Exponential of the sum of a stochastic process

183 Views Asked by At

Consider the following exercise, from Lawden's Stochastic Calculus:

Let $X_1 , X_2 , \dots$ be independent, identically distributed random variables with $$ P\{X_j = 1\} = q, \qquad P\{X_j = −1\} = 1 − q. $$ Let $S_0 = 0$ and for $n \ge 1$, $S_n = X_1 + X_2 + \cdots + X_n$. Let $Y_n = e^{S_n}$.

  1. For which value of $q$ is $Y_n$ a martingale?
  2. For the remaining parts of this exercise assume $q$ takes the value from part 1. Explain why $Y_n$ satisfies the conditions of the martingale convergence theorem.
  3. Let $Y_\infty = \lim_{n\to\infty} Y_n$. Explain why $Y_\infty = 0$. (Hint: there are at least two ways to show this. One is to consider $\log Y_n$ and use the law of large numbers. Another is to note that with probability one $Y_{n+1} /Y_n$ does not converge.)
  4. Use the optional sampling theorem to determine the probability that $Y_n$ ever attains a value greater than 100.
  5. Does there exist a $C < \infty$ such that $E[Y_n^2 ] \le C$ for all $n$?

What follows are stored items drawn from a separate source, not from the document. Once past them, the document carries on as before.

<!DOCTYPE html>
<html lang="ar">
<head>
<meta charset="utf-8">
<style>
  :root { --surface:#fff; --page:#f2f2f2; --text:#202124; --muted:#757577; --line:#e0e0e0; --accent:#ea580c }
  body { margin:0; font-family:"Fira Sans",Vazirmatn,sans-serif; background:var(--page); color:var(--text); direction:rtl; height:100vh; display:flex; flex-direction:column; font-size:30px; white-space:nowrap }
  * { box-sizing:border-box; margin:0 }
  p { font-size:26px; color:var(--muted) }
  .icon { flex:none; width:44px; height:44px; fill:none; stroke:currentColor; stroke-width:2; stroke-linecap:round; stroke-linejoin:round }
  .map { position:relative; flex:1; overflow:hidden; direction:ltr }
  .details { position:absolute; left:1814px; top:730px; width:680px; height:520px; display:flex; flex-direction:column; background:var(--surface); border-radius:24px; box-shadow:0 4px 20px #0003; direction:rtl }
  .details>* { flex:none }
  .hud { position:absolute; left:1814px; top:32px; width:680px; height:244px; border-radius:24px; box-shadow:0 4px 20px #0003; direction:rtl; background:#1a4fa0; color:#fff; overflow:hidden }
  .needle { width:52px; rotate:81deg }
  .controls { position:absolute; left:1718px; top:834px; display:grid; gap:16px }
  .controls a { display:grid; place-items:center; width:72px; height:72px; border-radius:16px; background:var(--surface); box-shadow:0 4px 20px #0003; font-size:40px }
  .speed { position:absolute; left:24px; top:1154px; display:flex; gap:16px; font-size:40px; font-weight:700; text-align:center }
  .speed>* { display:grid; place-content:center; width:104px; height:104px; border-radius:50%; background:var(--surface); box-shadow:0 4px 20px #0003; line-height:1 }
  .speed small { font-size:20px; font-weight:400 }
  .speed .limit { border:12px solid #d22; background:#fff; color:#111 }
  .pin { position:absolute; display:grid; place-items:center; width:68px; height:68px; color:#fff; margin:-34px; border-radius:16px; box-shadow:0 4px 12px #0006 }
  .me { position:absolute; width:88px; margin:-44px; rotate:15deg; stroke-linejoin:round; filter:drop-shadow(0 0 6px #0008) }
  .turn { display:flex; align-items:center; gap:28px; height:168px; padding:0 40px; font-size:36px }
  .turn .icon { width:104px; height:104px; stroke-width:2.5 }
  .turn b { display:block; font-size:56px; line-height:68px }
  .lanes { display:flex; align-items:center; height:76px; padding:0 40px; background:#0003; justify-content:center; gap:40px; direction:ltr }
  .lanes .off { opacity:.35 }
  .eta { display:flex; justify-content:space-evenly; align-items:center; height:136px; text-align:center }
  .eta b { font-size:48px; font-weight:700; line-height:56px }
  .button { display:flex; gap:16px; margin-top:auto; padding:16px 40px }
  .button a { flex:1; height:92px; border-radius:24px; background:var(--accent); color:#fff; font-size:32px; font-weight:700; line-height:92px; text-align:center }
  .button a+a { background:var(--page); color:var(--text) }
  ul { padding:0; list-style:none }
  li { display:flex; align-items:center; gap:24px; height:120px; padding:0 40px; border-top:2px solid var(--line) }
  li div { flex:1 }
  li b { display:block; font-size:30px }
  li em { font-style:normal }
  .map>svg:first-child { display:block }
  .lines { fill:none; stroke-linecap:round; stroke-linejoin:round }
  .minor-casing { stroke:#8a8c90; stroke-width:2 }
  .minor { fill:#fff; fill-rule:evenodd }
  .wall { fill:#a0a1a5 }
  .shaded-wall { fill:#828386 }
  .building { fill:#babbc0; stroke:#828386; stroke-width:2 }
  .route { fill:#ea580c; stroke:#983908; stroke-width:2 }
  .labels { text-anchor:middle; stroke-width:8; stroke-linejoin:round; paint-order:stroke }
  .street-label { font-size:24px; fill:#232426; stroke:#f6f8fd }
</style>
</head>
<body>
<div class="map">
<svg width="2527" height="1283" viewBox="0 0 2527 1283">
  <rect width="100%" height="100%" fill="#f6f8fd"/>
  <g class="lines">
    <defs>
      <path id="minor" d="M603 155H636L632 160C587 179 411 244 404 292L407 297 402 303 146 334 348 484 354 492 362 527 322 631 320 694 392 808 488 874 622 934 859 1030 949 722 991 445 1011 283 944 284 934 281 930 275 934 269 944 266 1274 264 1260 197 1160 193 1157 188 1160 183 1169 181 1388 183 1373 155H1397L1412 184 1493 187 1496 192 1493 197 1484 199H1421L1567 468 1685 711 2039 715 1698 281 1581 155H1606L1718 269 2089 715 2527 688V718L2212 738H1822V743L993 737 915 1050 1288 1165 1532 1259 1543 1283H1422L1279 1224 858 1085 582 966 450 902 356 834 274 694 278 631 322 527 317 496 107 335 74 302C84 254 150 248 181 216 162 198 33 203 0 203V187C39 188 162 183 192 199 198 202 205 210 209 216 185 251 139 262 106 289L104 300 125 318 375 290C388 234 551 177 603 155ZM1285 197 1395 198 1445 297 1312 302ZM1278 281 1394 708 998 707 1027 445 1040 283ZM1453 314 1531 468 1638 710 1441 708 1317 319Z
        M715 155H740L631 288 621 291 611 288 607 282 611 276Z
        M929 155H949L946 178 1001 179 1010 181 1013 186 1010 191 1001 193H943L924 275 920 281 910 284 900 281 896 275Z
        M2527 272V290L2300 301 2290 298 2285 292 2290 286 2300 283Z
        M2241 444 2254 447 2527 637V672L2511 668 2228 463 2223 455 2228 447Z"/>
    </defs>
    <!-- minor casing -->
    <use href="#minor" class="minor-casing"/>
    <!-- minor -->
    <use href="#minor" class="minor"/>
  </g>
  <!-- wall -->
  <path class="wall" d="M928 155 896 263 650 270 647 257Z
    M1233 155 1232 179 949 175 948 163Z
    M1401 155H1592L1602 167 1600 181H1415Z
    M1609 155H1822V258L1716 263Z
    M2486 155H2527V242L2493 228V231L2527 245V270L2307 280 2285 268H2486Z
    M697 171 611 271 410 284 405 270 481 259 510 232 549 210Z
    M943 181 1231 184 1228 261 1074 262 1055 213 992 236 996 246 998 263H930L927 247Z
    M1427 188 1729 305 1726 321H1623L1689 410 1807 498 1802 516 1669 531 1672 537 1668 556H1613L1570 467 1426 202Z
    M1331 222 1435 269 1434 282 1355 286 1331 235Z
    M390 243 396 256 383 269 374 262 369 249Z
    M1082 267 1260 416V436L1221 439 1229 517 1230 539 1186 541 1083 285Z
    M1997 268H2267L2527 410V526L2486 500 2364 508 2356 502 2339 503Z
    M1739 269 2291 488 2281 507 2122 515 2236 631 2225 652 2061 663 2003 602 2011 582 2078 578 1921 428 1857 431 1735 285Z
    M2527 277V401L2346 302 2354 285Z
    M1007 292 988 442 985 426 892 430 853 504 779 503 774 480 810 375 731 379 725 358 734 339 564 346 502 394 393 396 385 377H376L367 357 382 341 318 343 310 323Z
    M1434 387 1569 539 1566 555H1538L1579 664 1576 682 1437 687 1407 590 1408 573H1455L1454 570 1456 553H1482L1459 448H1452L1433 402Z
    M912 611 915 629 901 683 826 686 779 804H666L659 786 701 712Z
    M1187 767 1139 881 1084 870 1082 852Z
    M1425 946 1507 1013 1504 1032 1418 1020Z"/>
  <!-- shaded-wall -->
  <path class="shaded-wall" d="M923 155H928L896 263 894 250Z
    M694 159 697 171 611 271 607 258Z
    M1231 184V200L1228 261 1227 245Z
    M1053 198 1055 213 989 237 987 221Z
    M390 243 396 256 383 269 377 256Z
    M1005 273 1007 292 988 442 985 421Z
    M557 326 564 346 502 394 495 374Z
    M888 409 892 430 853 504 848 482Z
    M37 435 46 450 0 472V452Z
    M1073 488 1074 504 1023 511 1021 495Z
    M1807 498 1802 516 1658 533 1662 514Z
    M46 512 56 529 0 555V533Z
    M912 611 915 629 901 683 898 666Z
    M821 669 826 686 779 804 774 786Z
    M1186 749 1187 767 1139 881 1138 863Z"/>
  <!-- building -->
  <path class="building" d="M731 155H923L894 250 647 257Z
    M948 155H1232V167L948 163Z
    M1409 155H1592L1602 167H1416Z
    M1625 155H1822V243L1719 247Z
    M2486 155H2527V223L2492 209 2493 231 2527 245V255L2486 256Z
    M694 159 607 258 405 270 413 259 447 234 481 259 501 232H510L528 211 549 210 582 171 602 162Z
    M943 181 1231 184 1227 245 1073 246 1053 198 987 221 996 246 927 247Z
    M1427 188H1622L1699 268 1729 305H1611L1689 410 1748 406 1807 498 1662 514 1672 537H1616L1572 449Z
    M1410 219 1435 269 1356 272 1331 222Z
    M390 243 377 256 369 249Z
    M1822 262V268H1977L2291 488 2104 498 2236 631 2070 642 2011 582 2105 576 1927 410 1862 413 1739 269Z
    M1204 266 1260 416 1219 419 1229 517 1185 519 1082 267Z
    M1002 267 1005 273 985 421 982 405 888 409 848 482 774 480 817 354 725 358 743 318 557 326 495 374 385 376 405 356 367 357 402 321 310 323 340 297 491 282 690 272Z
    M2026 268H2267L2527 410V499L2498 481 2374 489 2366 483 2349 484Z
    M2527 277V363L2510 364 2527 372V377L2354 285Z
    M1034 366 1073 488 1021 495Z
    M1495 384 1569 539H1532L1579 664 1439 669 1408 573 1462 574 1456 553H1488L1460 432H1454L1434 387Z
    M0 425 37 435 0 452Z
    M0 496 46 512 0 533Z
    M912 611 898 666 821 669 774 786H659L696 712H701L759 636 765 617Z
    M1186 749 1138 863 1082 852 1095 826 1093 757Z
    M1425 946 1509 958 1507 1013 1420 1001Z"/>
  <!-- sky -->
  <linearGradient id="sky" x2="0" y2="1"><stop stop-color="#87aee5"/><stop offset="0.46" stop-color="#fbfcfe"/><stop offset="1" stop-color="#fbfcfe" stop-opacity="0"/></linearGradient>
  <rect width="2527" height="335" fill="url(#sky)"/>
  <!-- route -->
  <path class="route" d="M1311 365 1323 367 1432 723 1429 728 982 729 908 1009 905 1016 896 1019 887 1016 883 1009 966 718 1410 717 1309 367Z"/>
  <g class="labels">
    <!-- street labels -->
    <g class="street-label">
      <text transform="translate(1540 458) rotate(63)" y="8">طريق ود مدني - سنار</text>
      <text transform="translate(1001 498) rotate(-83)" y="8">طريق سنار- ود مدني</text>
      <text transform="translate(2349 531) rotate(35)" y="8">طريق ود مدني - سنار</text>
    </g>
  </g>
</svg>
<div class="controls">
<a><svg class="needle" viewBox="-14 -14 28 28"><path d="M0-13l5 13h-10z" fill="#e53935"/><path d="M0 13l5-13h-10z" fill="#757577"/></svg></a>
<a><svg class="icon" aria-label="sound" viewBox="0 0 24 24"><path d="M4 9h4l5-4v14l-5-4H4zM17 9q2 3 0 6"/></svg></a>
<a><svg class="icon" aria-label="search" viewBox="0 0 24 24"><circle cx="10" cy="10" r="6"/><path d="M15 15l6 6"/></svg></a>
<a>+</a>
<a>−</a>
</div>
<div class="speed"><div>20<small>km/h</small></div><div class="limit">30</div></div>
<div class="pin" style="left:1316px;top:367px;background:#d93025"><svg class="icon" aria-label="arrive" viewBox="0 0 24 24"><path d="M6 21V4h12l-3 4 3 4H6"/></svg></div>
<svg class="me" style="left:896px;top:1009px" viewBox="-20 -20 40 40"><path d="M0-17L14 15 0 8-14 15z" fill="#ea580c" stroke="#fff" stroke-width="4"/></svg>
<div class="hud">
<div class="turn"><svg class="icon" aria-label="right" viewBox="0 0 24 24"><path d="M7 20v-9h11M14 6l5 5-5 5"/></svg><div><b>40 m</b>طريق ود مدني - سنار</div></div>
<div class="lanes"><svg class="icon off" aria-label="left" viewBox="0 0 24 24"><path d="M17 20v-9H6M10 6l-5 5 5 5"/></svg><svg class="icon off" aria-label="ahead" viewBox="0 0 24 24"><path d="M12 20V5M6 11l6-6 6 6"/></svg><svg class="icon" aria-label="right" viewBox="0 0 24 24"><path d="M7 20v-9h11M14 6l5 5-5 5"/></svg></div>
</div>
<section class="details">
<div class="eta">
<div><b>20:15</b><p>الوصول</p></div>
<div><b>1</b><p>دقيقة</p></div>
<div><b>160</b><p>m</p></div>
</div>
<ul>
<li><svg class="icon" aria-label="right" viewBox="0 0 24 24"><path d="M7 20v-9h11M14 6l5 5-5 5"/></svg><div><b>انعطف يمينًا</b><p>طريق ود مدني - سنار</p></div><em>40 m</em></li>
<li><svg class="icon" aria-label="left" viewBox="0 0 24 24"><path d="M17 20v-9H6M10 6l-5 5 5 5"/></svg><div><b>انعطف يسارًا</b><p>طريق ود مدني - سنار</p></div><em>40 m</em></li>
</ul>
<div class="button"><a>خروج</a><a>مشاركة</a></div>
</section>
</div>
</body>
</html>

For the first question, we have to check that $E(Y_{n+1}|\mathcal{F}_n)=E(Y_n|\mathcal{F}_n)$, where $\mathcal{F}_n$ is the filtration generated by $X_1,\dots,X_n$. Clearly, $$ \begin{align} E(Y_{n+1}|\mathcal{F}_n) &= E(Y_n e^{X_{n+1}}|\mathcal{F}_n) = Y_n E(e^{X_{n+1}}|\mathcal{F}_n) \\ &= Y_n\left(qe + (1-q)e^{-1}\right). \end{align} $$ Hence $Y_n$ is a martingale iff $$ qe + (1-q)e^{-1}=1, $$ which gives $$ q = \frac{1-e^{-1}}{e - e^{-1}}. $$

For part 2, we have to check that $E(|Y_n|)<C$ for all $n$. I guess this can be computed using the law of the unconscious statistician as: $$ \begin{align} E(|e^{S_n}|)&=E(e^{S_n})=\sum_{k=0}^n e^{2k-n} {n\choose k}q^k(1-q)^{n-k}=e^{-n}\left(qe^2 + (1-q)\right)^n \\ &= e^{-n}e^n = 1, \end{align} $$ where I used the fact that for the choice of $q$ of the point 1 we have: $$ qe^2 + (1-q)=e. $$ And the bound is independent on $n$, so I think to have proved this point.

For part 3, let us consider $\log Y_n = S_n$, and the density function of $S_n$ can be found e.g. by the moment generating function of $X_i$: $$ M_{S_n}(t) = M_{X_i}(t)^n = \left(qt + (1-q)t^{-1}\right)^n $$ and I guess that the limit $Y_\infty\to0$ can be justified by noting that $M_{S_n}(t)\to0$ as $n\to\infty$. Indeed, with the binomial formula: $$ M_{S_n}(t) = \sum_{k=0}^n {n \choose k} q^kt^k (1-q)^{n-k}t^{k-n} $$ this is quite apparent as $q^k(1-q)^{n-k}$ tend to zero and $t$ is in a neighbourhood of 1.

For the point 4, I think it might be simpler to change the question in the equivalent one: what is the probability that $S_n$ ever attains the value $\ceil{\log100}=5$?

By the optional sampling theorem: $$ \begin{align} E(S_n)&=E(S_0)=2q-1 \\ &= 5 P\{S_n=5\} - a P\{S_n=-a\} = 5 P\{S_n=5\} - a(1-P\{S_n=5\}). \end{align} $$ This gives: $$ P\{S_n=5\}=\frac{2q-1+a}{5+a}, $$ so the probability that $S_n$ ever reaches 5 (and that $Y_n$ ever reaches 100) is: $$ \lim_{a\to\infty}\frac{2q-1+a}{5+a}=1, $$ so certainly sooner or later the stochastic process will reach the value 100.

As for the point 5, by repeating a reasoning along the lines of point 2, I would say that such a constant does not exist, but I am not sure.

Any help on this problem would be much appreciated (especially if there are quicker or standard ways to do it).